For generations, it has been practical (and widely done [1]) to analyze the reliability and availability of complex systems in this way, based on classical reliability parameters for the system components, provided that the scenario-specific physics does not dynamically change component behavior. If scenario-specific physics does dynamically alter component behavior, the problem is still doable [2], but appreciably more complex than simulating in either domain (physics or reliability) alone, especially if the reliability aspects are addressed by querying, at each time step, whether a component state change has occurred.

This paper is concerned with two simulation-based approaches to modeling system-level performance when component degradation depends on scenario-specific conditions:

Heartbeat model [3]: The accumulation of damage to components is determined mechanistically by scenario physics, with component failure occurring when an aleatory threshold for component failure is reached. This model was formulated specifically to allow incorporation of reliability characteristics into the simulation of physics without significantly degrading the efficiency of the simulation.
Diffusion model [4, 5]: The accumulation of damage to components is modeled as a diffusion process, with failure occurring when accumulated damage crosses a fixed threshold.

Both approaches can be applied within a framework in which the variability in component failure time (and, of course, the effect at the system level) is assessed through post-processing of numerous time histories, representing an appropriate sampling of the relevant issue space.

One purpose of the present paper is to resolve some confusion in the existing literature by suggesting that these are not best viewed as models of the same thing.
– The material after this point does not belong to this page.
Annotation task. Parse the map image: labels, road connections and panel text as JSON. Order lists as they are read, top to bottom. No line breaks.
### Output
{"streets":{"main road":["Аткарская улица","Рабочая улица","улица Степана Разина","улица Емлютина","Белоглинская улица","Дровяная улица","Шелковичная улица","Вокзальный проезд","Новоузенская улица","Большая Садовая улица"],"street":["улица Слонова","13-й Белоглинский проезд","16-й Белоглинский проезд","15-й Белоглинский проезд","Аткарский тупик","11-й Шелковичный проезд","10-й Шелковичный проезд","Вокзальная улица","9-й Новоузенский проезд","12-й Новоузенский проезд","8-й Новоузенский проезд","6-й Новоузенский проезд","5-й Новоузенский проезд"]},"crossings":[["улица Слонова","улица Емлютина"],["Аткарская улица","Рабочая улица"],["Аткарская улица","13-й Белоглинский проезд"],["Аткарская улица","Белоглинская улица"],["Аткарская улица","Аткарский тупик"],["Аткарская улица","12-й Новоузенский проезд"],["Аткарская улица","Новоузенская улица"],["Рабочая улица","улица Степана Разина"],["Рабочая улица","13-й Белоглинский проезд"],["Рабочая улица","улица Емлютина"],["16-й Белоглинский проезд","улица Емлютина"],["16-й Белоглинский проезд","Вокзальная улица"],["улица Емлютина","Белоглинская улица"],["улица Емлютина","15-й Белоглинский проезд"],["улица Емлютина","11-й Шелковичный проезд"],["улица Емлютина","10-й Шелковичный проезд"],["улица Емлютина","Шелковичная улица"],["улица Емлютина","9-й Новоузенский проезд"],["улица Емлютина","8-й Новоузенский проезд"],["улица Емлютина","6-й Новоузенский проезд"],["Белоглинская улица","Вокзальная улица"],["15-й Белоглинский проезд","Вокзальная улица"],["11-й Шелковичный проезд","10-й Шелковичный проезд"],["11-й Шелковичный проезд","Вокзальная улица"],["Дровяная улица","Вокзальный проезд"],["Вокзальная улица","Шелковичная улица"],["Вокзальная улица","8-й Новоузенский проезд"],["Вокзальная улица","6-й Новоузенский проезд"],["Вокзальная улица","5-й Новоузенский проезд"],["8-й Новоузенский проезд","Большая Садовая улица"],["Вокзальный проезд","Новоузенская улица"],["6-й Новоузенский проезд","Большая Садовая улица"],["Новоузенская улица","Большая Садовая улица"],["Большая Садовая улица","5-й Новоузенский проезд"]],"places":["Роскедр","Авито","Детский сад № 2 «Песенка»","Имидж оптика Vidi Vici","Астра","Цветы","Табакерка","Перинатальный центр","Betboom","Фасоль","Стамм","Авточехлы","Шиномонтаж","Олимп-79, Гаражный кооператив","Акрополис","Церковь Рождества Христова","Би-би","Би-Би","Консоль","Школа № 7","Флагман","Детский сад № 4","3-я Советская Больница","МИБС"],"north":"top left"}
Rather, based on the “load vs. capacity” idea reviewed briefly below, the diffusion model is best viewed as a model for load, and the heartbeat model is best viewed as a model for capacity. They can, of course, be used together, but the diffusion model seems oversimplified for this class of applications, except perhaps as a source of noise in the phenomenological model within which a heartbeat model might be used.

Section 2 very briefly reviews the concept of load-vs.-capacity models. Section 3 recaps the heartbeat model and thediffusion model. Having briefly discussed the two models, the paper then illustrates their combination, addressing:

aleatory variability of component damage tolerance,
the effect of scenario physics on the rate of damage accumulation,
random (aleatory) variability in the rate of damage accumulation.

Load-vs.-Capacity Models

Many discussions of system reliability nowadays are carried out in terms of the load-vs.-capacity idea illustrated in Figure 1.

Figure 1. Overlap of probability density function (pdf) of “load” and pdf of “capacity”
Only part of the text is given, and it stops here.